### Data provided ###

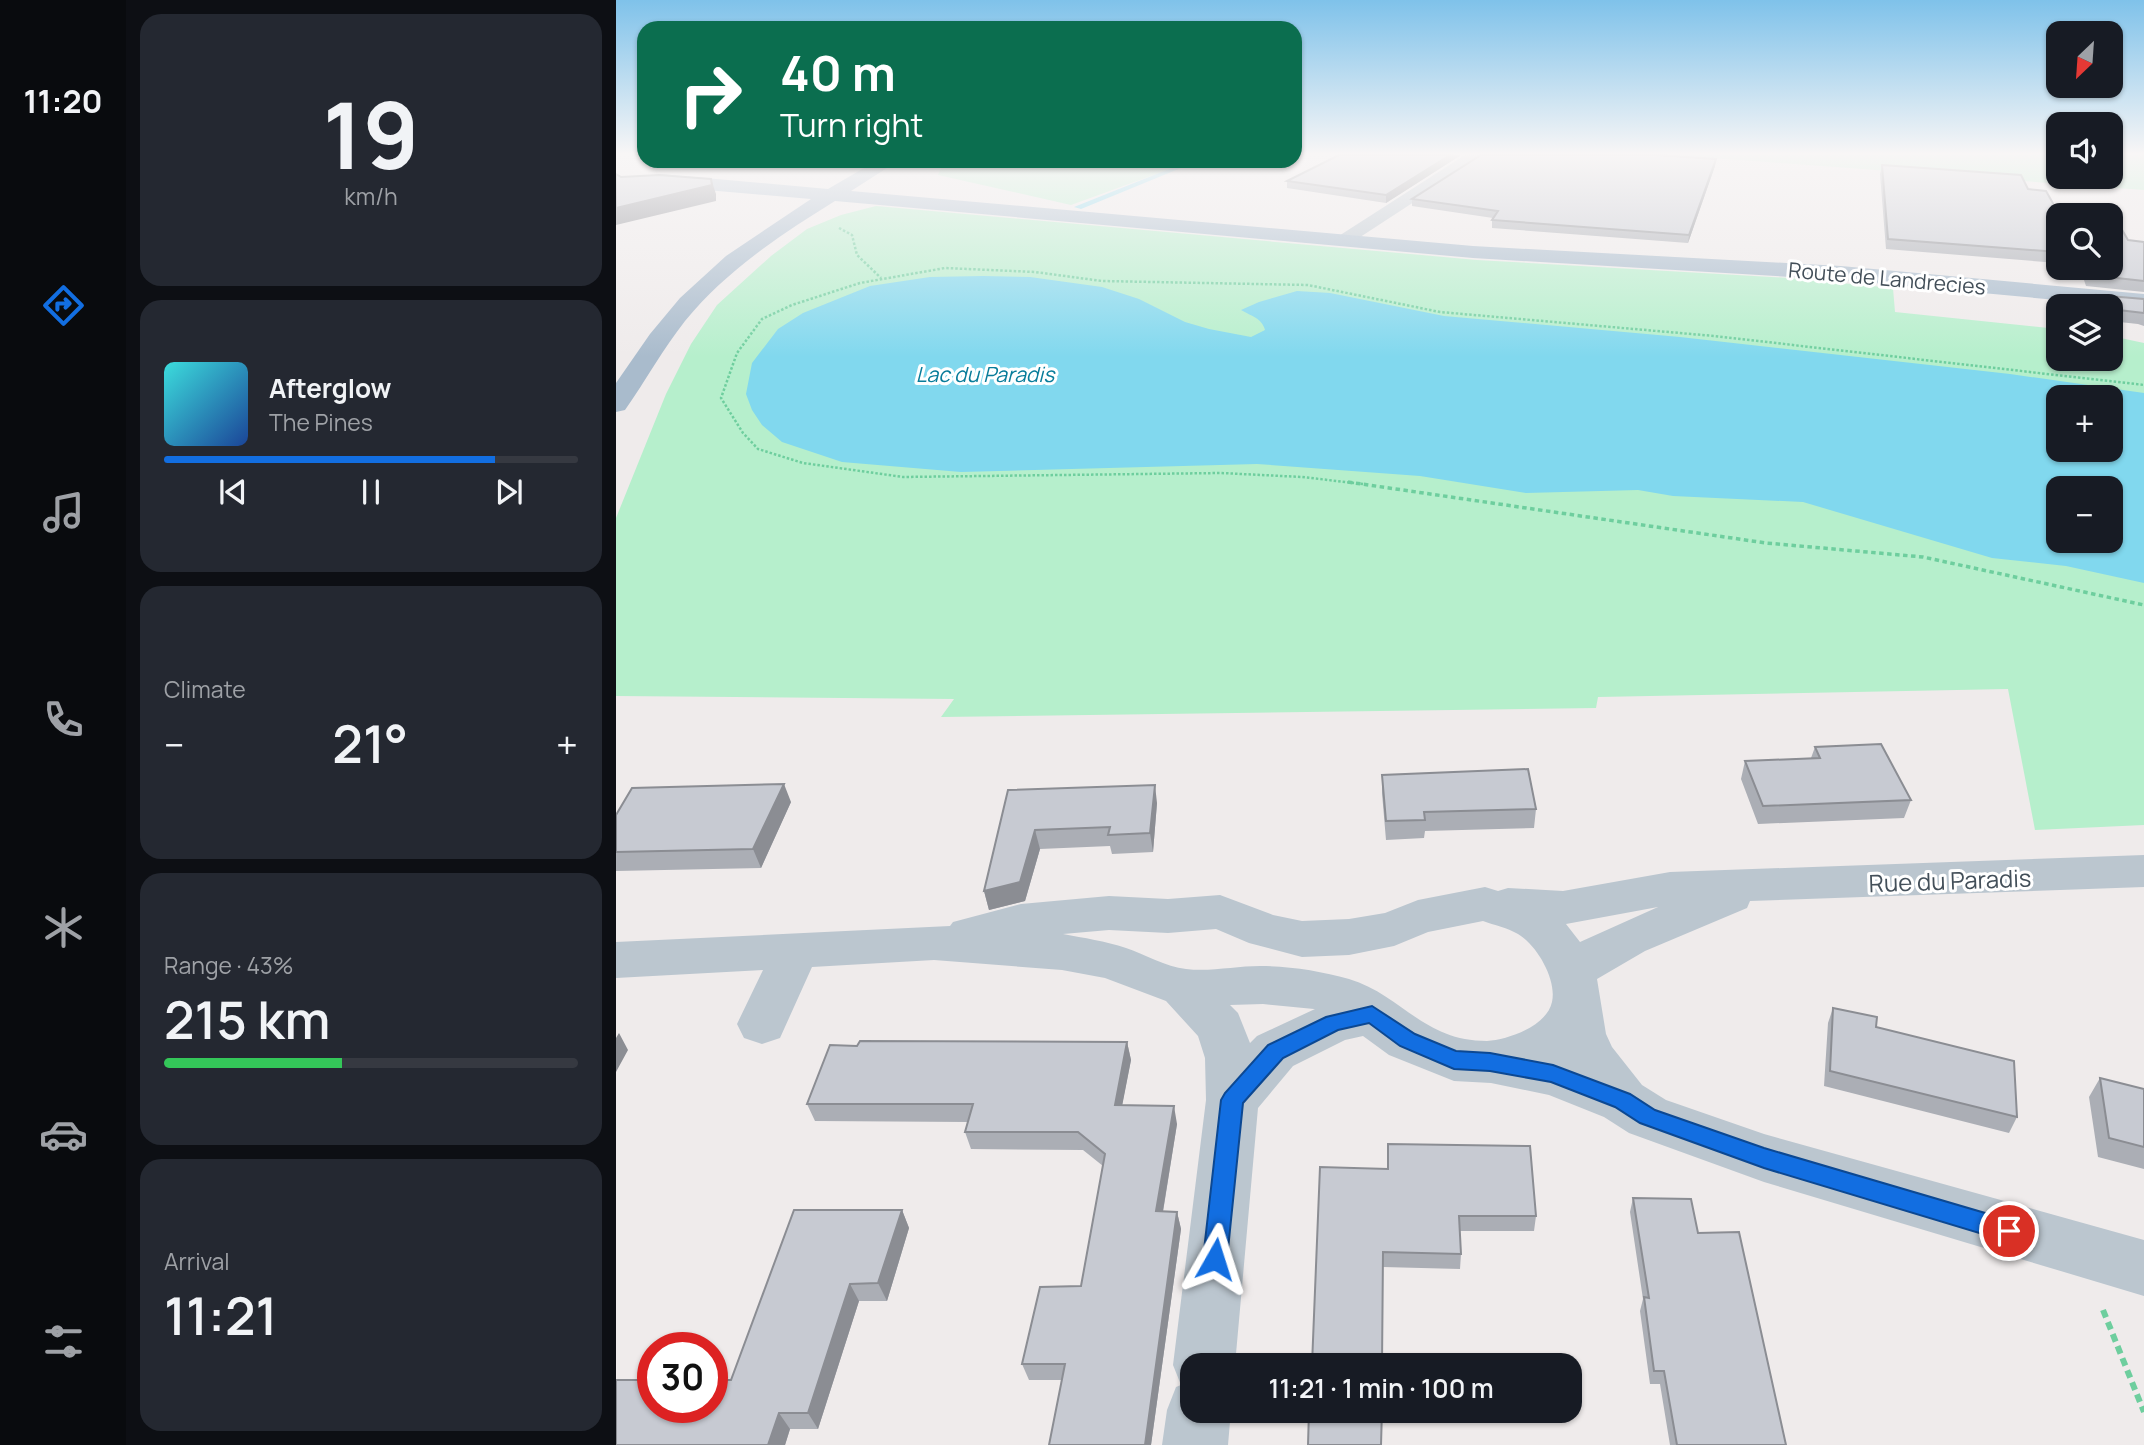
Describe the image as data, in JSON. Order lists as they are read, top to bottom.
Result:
{
  "streets": {
    "main road": ["Route de Landrecies"],
    "street": ["Rue du Paradis"]
  },
  "water": ["Lac du Paradis"],
  "north": "bottom left",
  "page": {
    "tabs": "11:20",
    "tile": [
      ["19", "km/h"],
      "Climate",
      ["Range · 43%", "215 km"],
      ["Arrival", "11:21"]
    ],
    "map_buttons": ["+", "−"],
    "turn": ["40 m", "Turn right"],
    "song": ["Afterglow", "The Pines"],
    "heat": ["−", "21°", "+"],
    "limit": "30",
    "trip": "11:21 · 1 min · 100 m"
  }
}
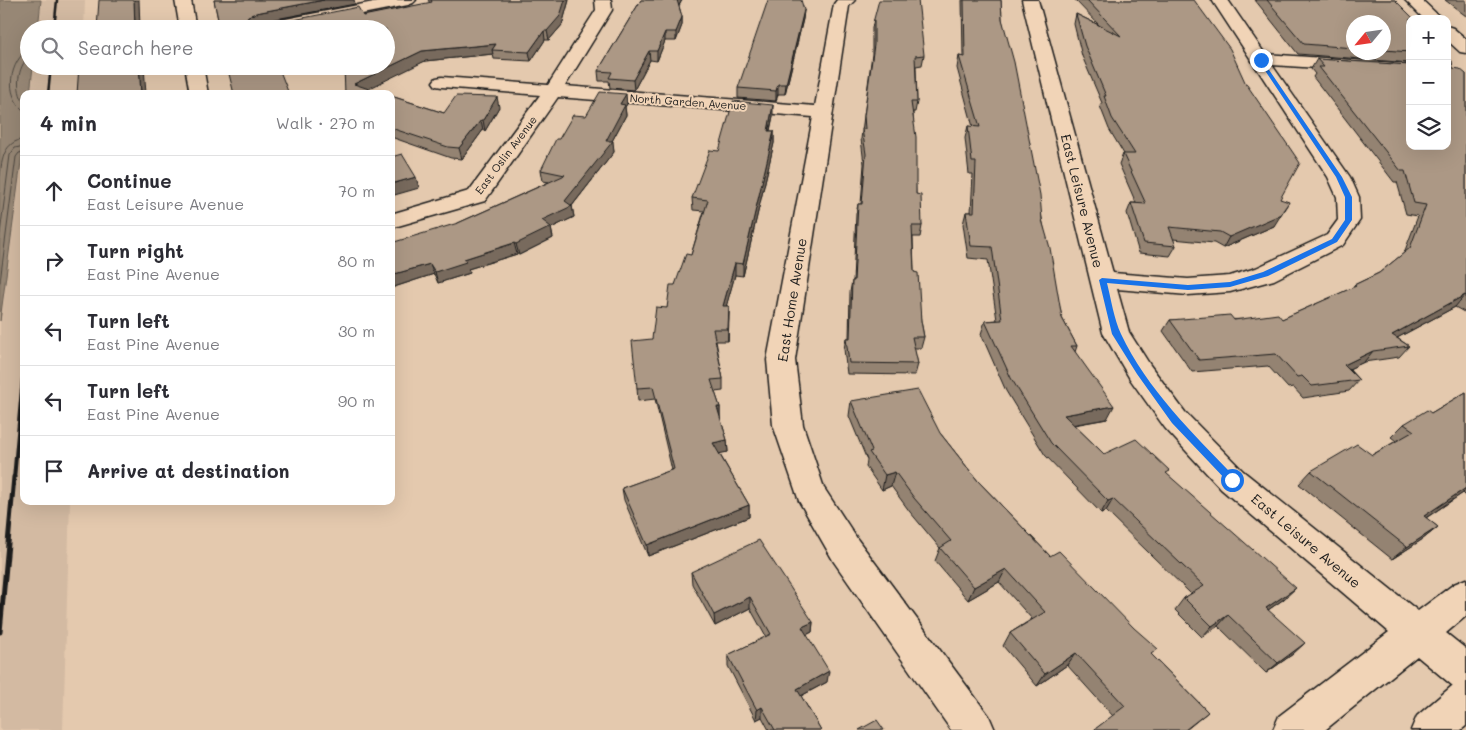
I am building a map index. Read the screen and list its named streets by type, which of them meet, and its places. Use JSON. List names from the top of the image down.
{
  "streets": {
    "street": [
      "North Garden Avenue",
      "East Oslin Avenue",
      "East Leisure Avenue",
      "East Home Avenue"
    ]
  },
  "crossings": [
    ["North Garden Avenue", "East Oslin Avenue"],
    ["North Garden Avenue", "East Home Avenue"]
  ],
  "north": "bottom left",
  "page": {
    "map_buttons": ["+", "−"],
    "search": "Search here",
    "heading": ["4 min", "Walk · 270 m"],
    "list": [
      ["Continue", "East Leisure Avenue", "70 m"],
      ["Turn right", "East Pine Avenue", "80 m"],
      ["Turn left", "East Pine Avenue", "30 m"],
      ["Turn left", "East Pine Avenue", "90 m"],
      "Arrive at destination"
    ]
  }
}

###

Please retype every record above exactly, leaving out the pictures.

▶ **Result below**:
Describe the image as data, in JSON. Order lists as they are read, top to bottom.
Result:
{
  "streets": {
    "main road": ["Route de Landrecies"],
    "street": ["Rue du Paradis"]
  },
  "water": ["Lac du Paradis"],
  "north": "bottom left",
  "page": {
    "tabs": "11:20",
    "tile": [
      ["19", "km/h"],
      "Climate",
      ["Range · 43%", "215 km"],
      ["Arrival", "11:21"]
    ],
    "map_buttons": ["+", "−"],
    "turn": ["40 m", "Turn right"],
    "song": ["Afterglow", "The Pines"],
    "heat": ["−", "21°", "+"],
    "limit": "30",
    "trip": "11:21 · 1 min · 100 m"
  }
}
I am building a map index. Read the screen and list its named streets by type, which of them meet, and its places. Use JSON. List names from the top of the image down.
{
  "streets": {
    "street": [
      "North Garden Avenue",
      "East Oslin Avenue",
      "East Leisure Avenue",
      "East Home Avenue"
    ]
  },
  "crossings": [
    ["North Garden Avenue", "East Oslin Avenue"],
    ["North Garden Avenue", "East Home Avenue"]
  ],
  "north": "bottom left",
  "page": {
    "map_buttons": ["+", "−"],
    "search": "Search here",
    "heading": ["4 min", "Walk · 270 m"],
    "list": [
      ["Continue", "East Leisure Avenue", "70 m"],
      ["Turn right", "East Pine Avenue", "80 m"],
      ["Turn left", "East Pine Avenue", "30 m"],
      ["Turn left", "East Pine Avenue", "90 m"],
      "Arrive at destination"
    ]
  }
}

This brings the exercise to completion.